Data:
%%
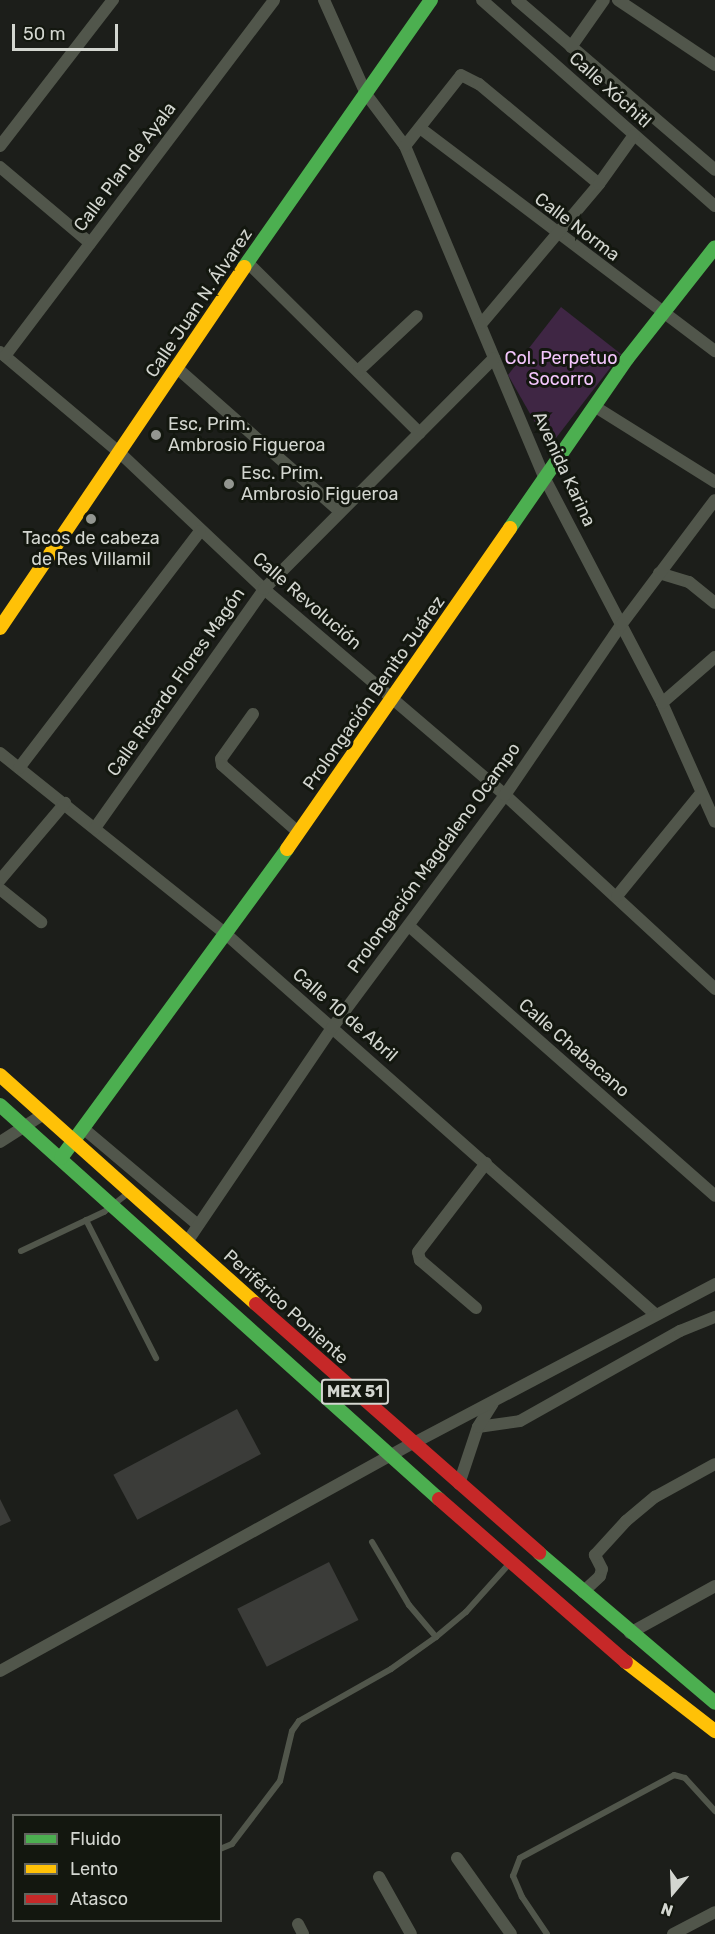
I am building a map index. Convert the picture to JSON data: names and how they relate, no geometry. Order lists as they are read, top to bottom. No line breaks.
{"streets":{"main road":["Calle Juan N. Álvarez","Prolongación Benito Juárez","Periférico Poniente","MEX 51"],"street":["Calle Xóchitl","Calle Plan de Ayala","Calle Norma","Avenida Karina","Calle Revolución","Calle Ricardo Flores Magón","Prolongación Magdaleno Ocampo","Calle 10 de Abril","Calle Chabacano"]},"crossings":[["Calle Plan de Ayala","Calle Revolución"],["Calle Norma","Prolongación Benito Juárez"],["Calle Juan N. Álvarez","Avenida Karina"],["Calle Juan N. Álvarez","Calle Revolución"],["Avenida Karina","Calle Ricardo Flores Magón"],["Avenida Karina","Prolongación Benito Juárez"],["Avenida Karina","Prolongación Magdaleno Ocampo"],["Calle Revolución","Calle Ricardo Flores Magón"],["Calle Revolución","Prolongación Benito Juárez"],["Calle Revolución","Prolongación Magdaleno Ocampo"],["Calle Ricardo Flores Magón","Calle 10 de Abril"],["Prolongación Benito Juárez","Calle 10 de Abril"],["Prolongación Benito Juárez","Periférico Poniente"],["Prolongación Benito Juárez","MEX 51"],["Prolongación Magdaleno Ocampo","Calle 10 de Abril"],["Prolongación Magdaleno Ocampo","Calle Chabacano"],["Prolongación Magdaleno Ocampo","Periférico Poniente"]],"parks":["Col. Perpetuo Socorro"],"places":["Esc, Prim. Ambrosio Figueroa","Esc. Prim. Ambrosio Figueroa","Tacos de cabeza de Res Villamil"],"legend":["Fluido","Lento","Atasco"],"scale_bar":"50 m","north":"bottom"}
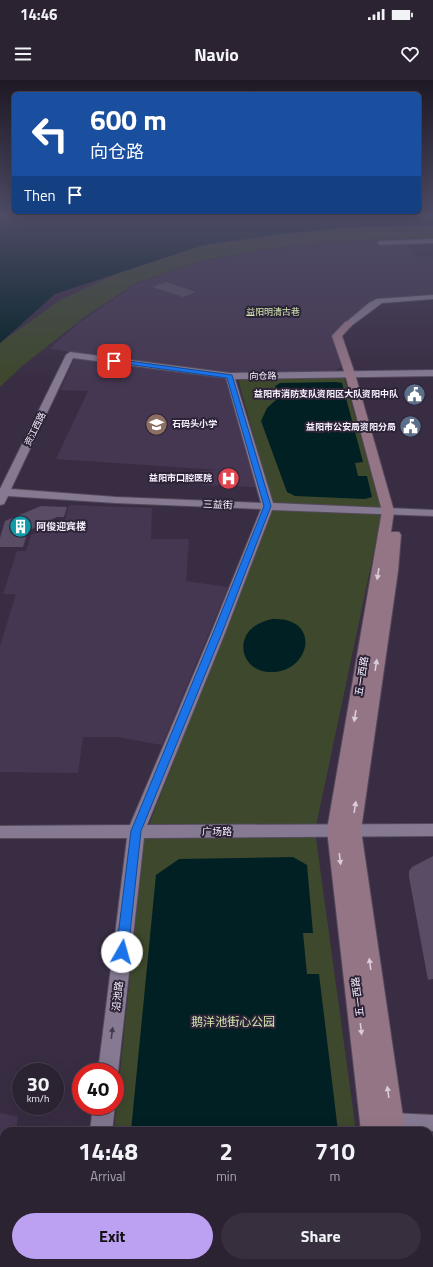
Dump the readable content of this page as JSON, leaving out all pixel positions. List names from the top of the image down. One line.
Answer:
{"streets":{"main road":["五一西路"],"street":["向仓路","资江西路","三益街","广场路","沿池路"]},"crossings":[["向仓路","资江西路"],["资江西路","三益街"],["三益街","沿池路"],["五一西路","广场路"],["广场路","沿池路"]],"one_way":["沿池路"],"parks":["益阳明清古巷","鹅洋池街心公园"],"places":{"public building":["益阳市消防支队资阳区大队资阳中队","益阳市公安局资阳分局"],"school or university":["石码头小学"],"hospital":["益阳市口腔医院"],"building":["阿俊迎宾楼"]},"page":{"status":"14:46","header":"Navio","turn":["600 m","向仓路"],"then":"Then","speed":"30 km/h","limit":"40","eta":["14:48","Arrival","2","min","710","m"],"buttons":["Exit","Share"]}}
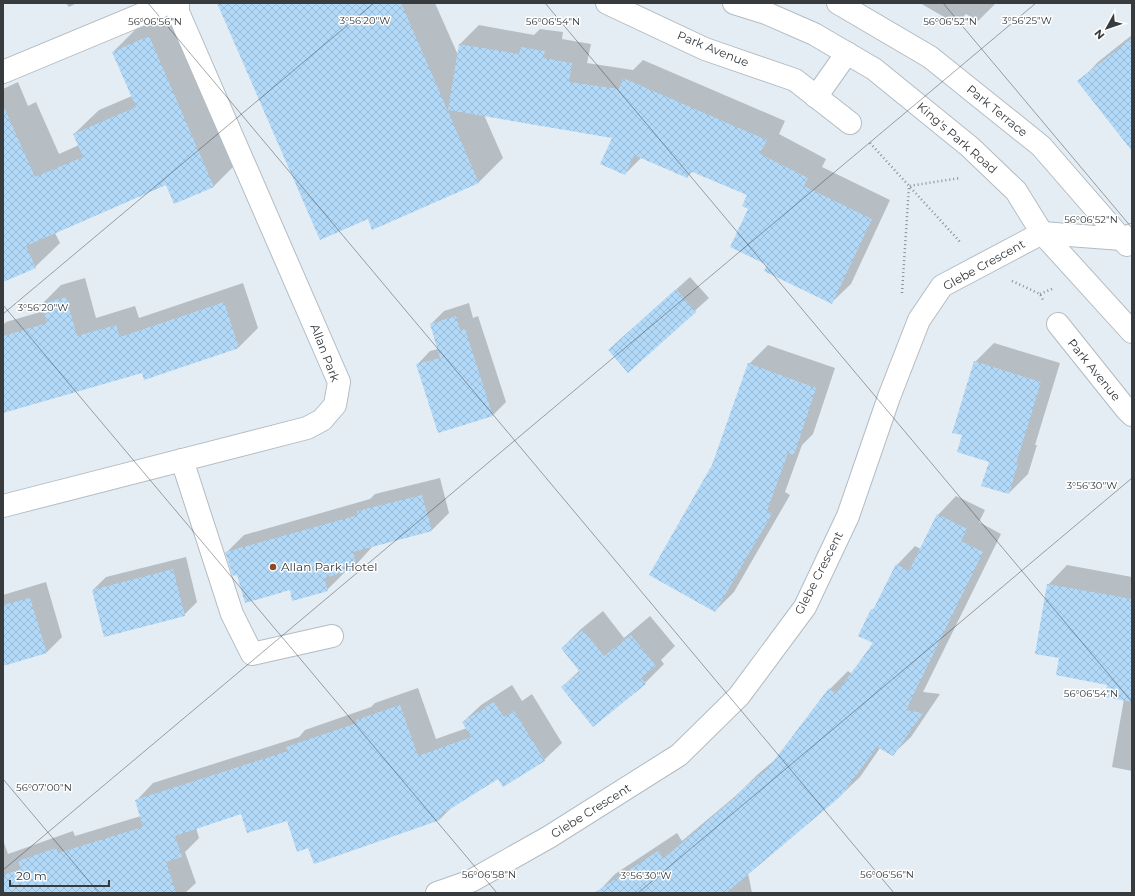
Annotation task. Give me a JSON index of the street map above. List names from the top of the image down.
{
  "streets": {
    "street": [
      "Park Avenue",
      "Park Terrace",
      "King's Park Road",
      "Glebe Crescent",
      "Allan Park"
    ]
  },
  "crossings": [
    ["King's Park Road", "Glebe Crescent"]
  ],
  "places": ["Allan Park Hotel"],
  "scale_bar": "20 m",
  "north": "bottom left",
  "coordinates": [
    "3°56'20\"W",
    "3°56'25\"W",
    "56°06'56\"N",
    "56°06'54\"N",
    "56°06'52\"N",
    "3°56'30\"W",
    "56°07'00\"N",
    "56°06'58\"N"
  ]
}
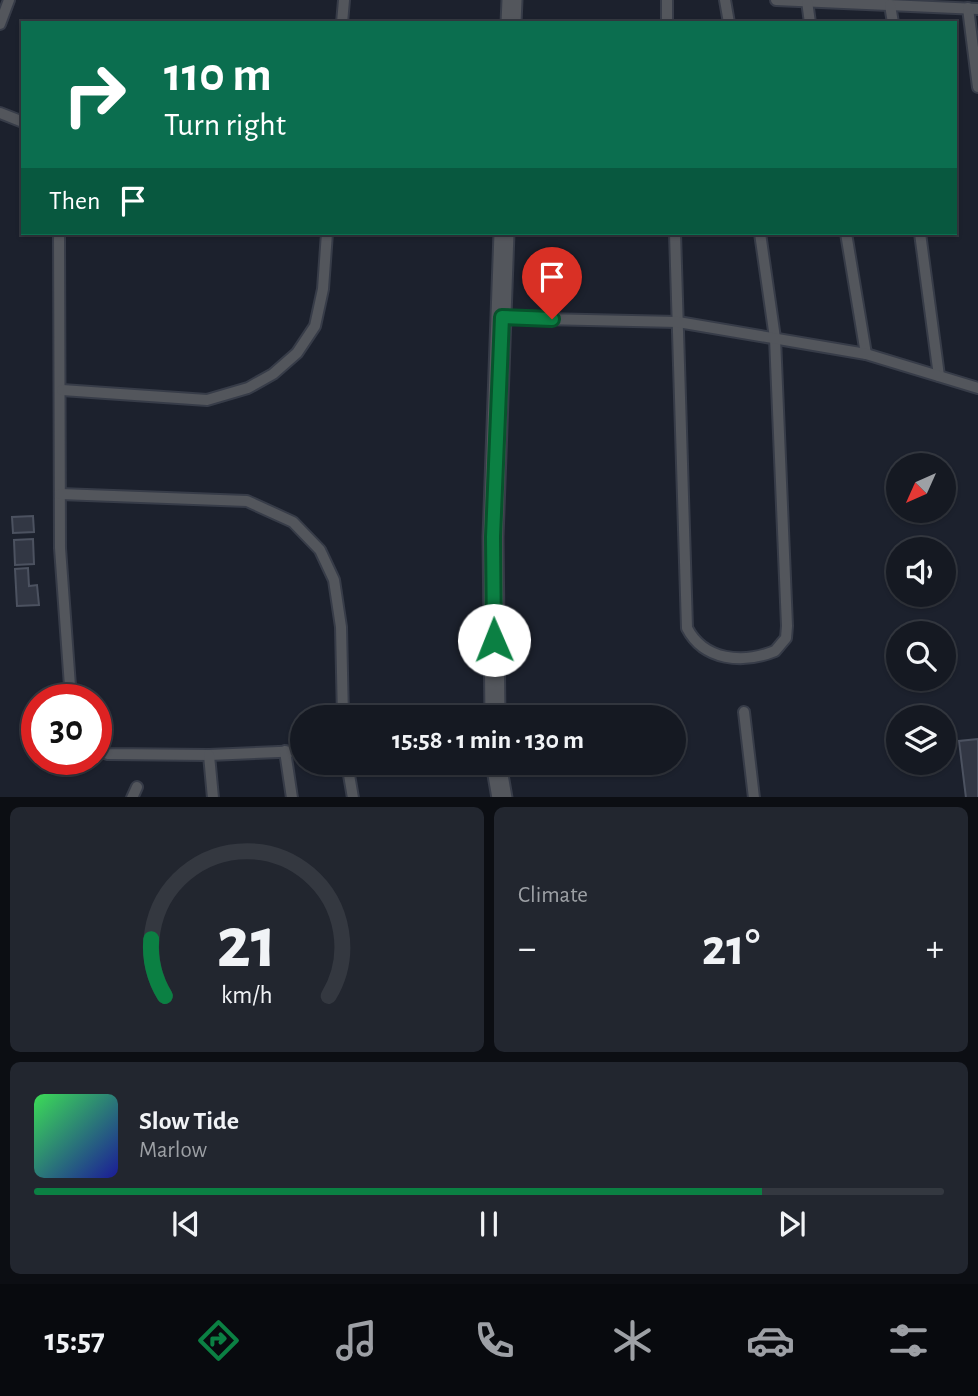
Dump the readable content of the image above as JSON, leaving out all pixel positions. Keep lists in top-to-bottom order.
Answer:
{
  "north": "bottom left",
  "page": {
    "turn": ["110 m", "Turn right"],
    "then": "Then",
    "limit": "30",
    "trip": "15:58 · 1 min · 130 m",
    "tile": "Climate",
    "heat": ["−", "21°", "+"],
    "song": ["Slow Tide", "Marlow"],
    "tabs": "15:57",
    "gauge": ["21", "km/h"]
  }
}
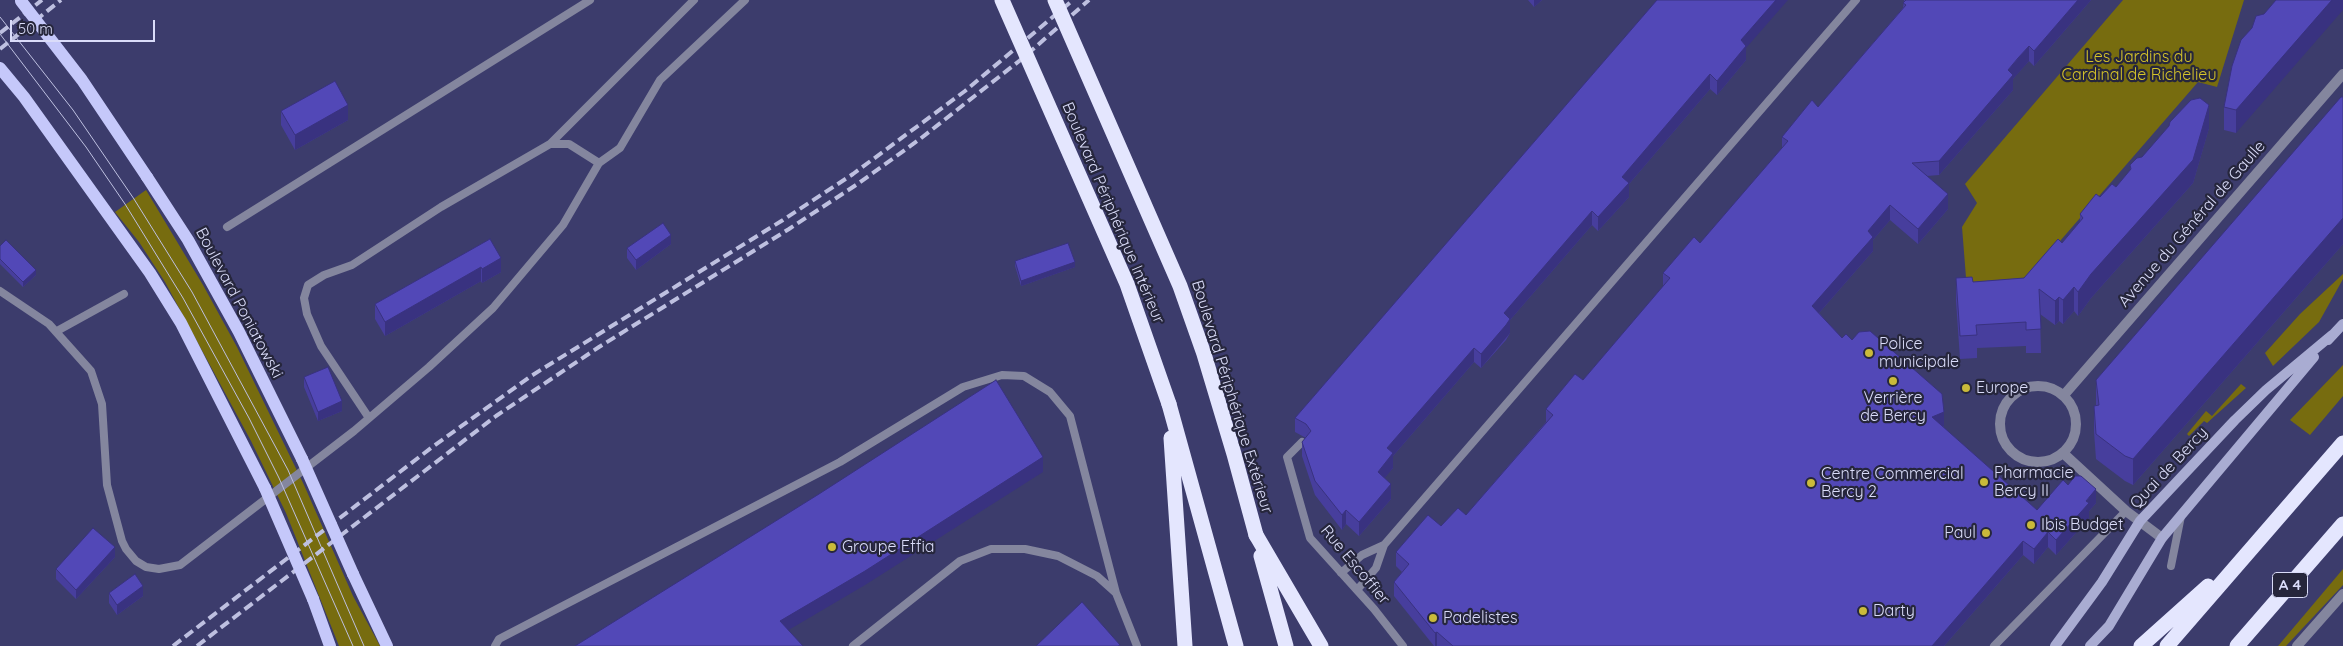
%%
Assignment: Look through the entries and give the number of lines containing the word "Dump". Add nothing else.

Solution for this exercise: 2